* _WHAT TO DO_
The answer must consist of every line from the data that holds "linear".
------ DATASET ENTRIES
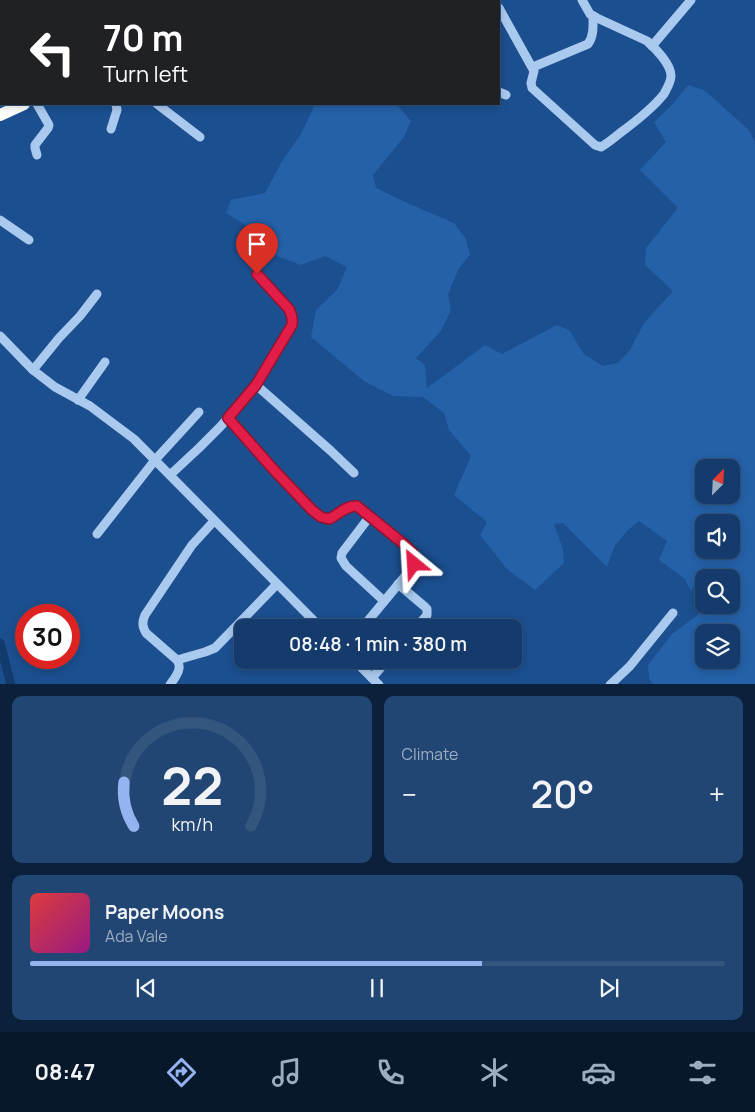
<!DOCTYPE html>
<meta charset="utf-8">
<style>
body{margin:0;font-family:Manrope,sans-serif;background:#214673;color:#f1f3f6;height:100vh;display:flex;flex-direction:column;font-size:19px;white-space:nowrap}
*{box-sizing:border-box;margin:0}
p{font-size:16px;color:#9dadc1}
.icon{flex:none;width:28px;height:28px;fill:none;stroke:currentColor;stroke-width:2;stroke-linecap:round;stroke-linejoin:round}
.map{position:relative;height:684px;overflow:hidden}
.panel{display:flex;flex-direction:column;gap:12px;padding:12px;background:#0b203b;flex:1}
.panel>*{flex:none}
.hud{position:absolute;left:0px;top:0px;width:500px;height:105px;box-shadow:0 2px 8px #0003,0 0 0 1px #33557e;background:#202124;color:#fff;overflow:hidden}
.needle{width:32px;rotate:24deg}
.buttons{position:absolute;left:695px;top:459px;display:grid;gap:10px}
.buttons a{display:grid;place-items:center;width:45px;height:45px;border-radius:10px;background:#143b6b;box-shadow:0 2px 8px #0003,0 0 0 1px #33557e;font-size:25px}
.speed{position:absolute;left:15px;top:604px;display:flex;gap:10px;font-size:25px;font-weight:700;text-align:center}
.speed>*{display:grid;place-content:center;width:65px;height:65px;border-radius:50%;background:#143b6b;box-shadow:0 2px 8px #0003,0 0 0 1px #33557e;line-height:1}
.speed .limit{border:8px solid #d22;background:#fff;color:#111}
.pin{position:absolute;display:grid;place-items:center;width:42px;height:42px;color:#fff;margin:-51px -21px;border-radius:50% 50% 50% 0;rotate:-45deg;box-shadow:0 0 5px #0007}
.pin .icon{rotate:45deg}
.me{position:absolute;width:55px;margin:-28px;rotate:333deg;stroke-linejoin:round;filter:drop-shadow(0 0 4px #0008)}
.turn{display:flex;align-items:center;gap:18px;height:105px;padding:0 20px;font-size:22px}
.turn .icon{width:65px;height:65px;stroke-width:2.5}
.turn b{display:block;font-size:35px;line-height:42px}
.big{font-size:38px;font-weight:600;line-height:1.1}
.panel .tile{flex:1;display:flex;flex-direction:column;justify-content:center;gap:8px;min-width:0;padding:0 18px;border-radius:10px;background:#214673}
.panel .dial{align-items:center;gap:0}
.dial svg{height:130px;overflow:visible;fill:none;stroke:#33557e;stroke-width:7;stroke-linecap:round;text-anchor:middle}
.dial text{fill:#f1f3f6;stroke:none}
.song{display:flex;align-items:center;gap:15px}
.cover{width:60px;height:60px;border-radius:8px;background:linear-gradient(135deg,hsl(0 70% 55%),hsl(310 70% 35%))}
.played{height:5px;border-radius:2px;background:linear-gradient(90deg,#95b2f1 65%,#33557e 65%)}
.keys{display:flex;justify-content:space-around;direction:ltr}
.heat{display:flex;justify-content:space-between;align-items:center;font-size:28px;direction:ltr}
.panel .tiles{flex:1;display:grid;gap:12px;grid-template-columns:1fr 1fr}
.tile:last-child{grid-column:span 2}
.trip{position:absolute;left:234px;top:619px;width:288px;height:50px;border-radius:10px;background:#143b6b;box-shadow:0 2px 8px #0003,0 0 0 1px #33557e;font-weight:600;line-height:50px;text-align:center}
.tabs{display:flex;height:80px;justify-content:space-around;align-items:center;background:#08182b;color:#9dadc1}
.tabs .icon{width:35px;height:35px}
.tabs .selected{color:#95b2f1}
.tabs b{font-size:22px;color:#f1f3f6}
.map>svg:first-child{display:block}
.green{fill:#2461a8;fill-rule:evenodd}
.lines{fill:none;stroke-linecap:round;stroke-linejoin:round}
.canal{stroke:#123a6d;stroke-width:9}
.minor{stroke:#a9c9ee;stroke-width:9}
.highway{stroke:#fff;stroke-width:12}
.route-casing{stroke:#92132f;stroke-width:12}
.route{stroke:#e11d48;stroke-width:9}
</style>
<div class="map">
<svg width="755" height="685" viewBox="0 0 755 685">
<rect width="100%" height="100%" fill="#1b4f8f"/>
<!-- green -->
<path class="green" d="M 688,85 L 704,90 L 749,130 L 755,142 L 755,684 L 654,685 L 649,679 L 648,665 L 672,634 L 711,605 L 731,605 L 731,578 L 707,577 L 703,574 L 691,591 L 685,579 L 659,560 L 667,541 L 639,521 L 628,530 L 615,545 L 607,567 L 563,523 L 554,524 L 563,549 L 564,563 L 535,590 L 507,569 L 480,535 L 487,522 L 454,495 L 471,456 L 449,430 L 444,413 L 423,397 L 393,396 L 364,381 L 311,337 L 316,310 L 337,290 L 347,267 L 325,256 L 301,265 L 277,256 L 250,228 L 226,213 L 231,200 L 265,193 L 282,161 L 301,134 L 315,104 L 393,104 L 399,107 L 411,121 L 404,137 L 373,175 L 376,188 L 403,201 L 454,223 L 466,239 L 470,255 L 459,268 L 448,294 L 451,310 L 441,331 L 416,358 L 425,365 L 427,388 L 485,345 L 502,354 L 557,325 L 569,330 L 584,354 L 603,366 L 618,363 L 630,350 L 644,323 L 673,291 L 645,265 L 646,248 L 678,208 L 640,170 L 666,142 L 654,122 L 673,104 ZM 704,468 L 731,468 L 731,495 L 704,495 ZM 704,522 L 731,522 L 731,550 L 704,550 ZM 704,632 L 731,632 L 731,660 L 704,660 Z"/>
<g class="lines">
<!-- canal -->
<path class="canal" d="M 0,643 L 11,685"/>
<!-- minor -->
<g class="minor">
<path d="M 78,0 L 80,1"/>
<path d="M 194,0 L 194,1"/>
<path d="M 451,0 L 452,1"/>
<path d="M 494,0 L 495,1"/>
<path d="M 12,1 L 13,0"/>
<path d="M 499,8 L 534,71 L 531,83 L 532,88 L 595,145 L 601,147 C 608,143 614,138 620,133 C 635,122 652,109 664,94 C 667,88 671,82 671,76 C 671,64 655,48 647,41 L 597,18 L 590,14 L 582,0"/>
<path d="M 0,14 L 1,13"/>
<path d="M 0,33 L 1,34"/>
<path d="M 652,46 L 691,0"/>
<path d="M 0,63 L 1,65"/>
<path d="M 533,67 L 588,44 C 594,36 593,26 593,16"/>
<path d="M 0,86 L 1,83"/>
<path d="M 499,92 L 506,95"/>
<path d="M 37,104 L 49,125 L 48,128 L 35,145 L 35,148 L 37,155"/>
<path d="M 157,104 L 200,137"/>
<path d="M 111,129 L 117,110 L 116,104"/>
<path d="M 0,220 L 29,240"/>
<path d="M 0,336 L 33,370 L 55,387 L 90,406 L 134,439 L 321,628"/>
<path d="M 33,370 L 59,338 L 80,316 L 97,294"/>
<path d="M 256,385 L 331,451 L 354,473"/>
<path d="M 78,400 L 105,362"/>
<path d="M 228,418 L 249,443 L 286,484 L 312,510 L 321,517 L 329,519 C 338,515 346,505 357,506 L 413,553 L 415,559 L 411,569 L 362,628"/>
<path d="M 170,475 L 199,448 L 220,427 L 251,392 L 292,325 C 293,319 292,315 289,309 L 257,274"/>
<path d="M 370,516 L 345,549 L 342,553 L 341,558 L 346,566 L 384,601"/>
<path d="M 97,534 L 155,460 L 199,412"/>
<path d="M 398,584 L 424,606 L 427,609 L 427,615 L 416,628"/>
<path d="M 177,660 L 205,652 L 215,648 L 277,584"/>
<path d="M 354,660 L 379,685"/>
<path d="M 372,678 L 387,660"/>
<path d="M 170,685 C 175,677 183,669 177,660 L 146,633 C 142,626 142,622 145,615 L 192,545 L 214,521"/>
<path d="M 610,685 L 630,666 L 673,613"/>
</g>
<!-- highway -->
<g class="highway">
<path d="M 246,1 L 248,0"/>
<path d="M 0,115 L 24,104"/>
</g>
</g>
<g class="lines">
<defs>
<path id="route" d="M 257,274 L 289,309 C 292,315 293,319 292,325 L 256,385 L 228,418 L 274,470 L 312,510 L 321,517 L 329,519 C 338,515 346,505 357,506 L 405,545 L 413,553 L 415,559 L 414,564"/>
</defs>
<!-- route casing -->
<use href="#route" class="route-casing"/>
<!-- route -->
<use href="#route" class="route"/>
</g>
</svg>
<div class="buttons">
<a><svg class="needle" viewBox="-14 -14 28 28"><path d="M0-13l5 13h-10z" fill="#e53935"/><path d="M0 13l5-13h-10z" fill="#9dadc1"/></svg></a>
<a><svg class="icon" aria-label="sound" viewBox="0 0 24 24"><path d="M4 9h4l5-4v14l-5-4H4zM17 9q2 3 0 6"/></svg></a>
<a><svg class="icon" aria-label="search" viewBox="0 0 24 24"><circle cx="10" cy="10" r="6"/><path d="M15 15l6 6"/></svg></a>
<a><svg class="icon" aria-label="layers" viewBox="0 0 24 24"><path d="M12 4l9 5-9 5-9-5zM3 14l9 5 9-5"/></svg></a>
</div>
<div class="speed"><div class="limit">30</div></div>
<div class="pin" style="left:257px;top:274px;background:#d93025"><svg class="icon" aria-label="arrive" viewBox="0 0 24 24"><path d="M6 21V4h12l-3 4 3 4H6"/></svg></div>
<svg class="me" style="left:414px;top:564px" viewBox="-20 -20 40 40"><path d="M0-17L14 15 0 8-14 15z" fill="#e11d48" stroke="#fff" stroke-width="4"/></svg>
<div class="trip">08:48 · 1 min · 380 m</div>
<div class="hud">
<div class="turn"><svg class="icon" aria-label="left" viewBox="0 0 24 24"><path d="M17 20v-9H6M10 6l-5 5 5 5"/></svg><div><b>70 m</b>Turn left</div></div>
</div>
</div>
<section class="panel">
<div class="tiles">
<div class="tile dial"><svg viewBox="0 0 100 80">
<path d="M14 69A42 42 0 1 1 86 69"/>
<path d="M14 69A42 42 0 0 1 8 42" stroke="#95b2f1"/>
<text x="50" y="56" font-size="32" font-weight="700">22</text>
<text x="50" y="72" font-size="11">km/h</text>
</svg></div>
<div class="tile"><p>Climate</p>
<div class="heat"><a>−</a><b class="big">20°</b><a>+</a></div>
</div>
<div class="tile">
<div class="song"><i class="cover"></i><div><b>Paper Moons</b><p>Ada Vale</p></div></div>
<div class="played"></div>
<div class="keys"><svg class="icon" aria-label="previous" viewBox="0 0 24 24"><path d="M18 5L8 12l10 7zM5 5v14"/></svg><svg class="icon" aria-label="pause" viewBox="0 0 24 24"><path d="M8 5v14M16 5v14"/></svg><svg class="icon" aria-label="next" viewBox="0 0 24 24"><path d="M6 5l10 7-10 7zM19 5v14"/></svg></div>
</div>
</div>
</section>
<nav class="tabs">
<b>08:47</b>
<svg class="icon selected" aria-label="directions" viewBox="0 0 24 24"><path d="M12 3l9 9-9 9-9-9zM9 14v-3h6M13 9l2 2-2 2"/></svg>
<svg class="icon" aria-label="music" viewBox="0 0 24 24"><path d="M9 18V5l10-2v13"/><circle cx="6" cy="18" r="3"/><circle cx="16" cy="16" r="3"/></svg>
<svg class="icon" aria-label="phone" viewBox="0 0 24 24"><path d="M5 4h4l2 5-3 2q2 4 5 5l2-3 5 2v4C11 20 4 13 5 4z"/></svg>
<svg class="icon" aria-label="climate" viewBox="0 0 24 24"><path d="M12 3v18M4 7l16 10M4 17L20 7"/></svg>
<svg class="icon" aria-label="car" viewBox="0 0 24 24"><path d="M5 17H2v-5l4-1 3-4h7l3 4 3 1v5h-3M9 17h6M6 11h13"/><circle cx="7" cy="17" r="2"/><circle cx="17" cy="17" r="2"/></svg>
<svg class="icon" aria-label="filters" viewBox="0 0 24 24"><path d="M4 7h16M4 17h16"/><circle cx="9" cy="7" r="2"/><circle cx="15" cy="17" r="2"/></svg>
</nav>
------------
* _RESULT FOR THIS TASK_
.cover{width:60px;height:60px;border-radius:8px;background:linear-gradient(135deg,hsl(0 70% 55%),hsl(310 70% 35%))}
.played{height:5px;border-radius:2px;background:linear-gradient(90deg,#95b2f1 65%,#33557e 65%)}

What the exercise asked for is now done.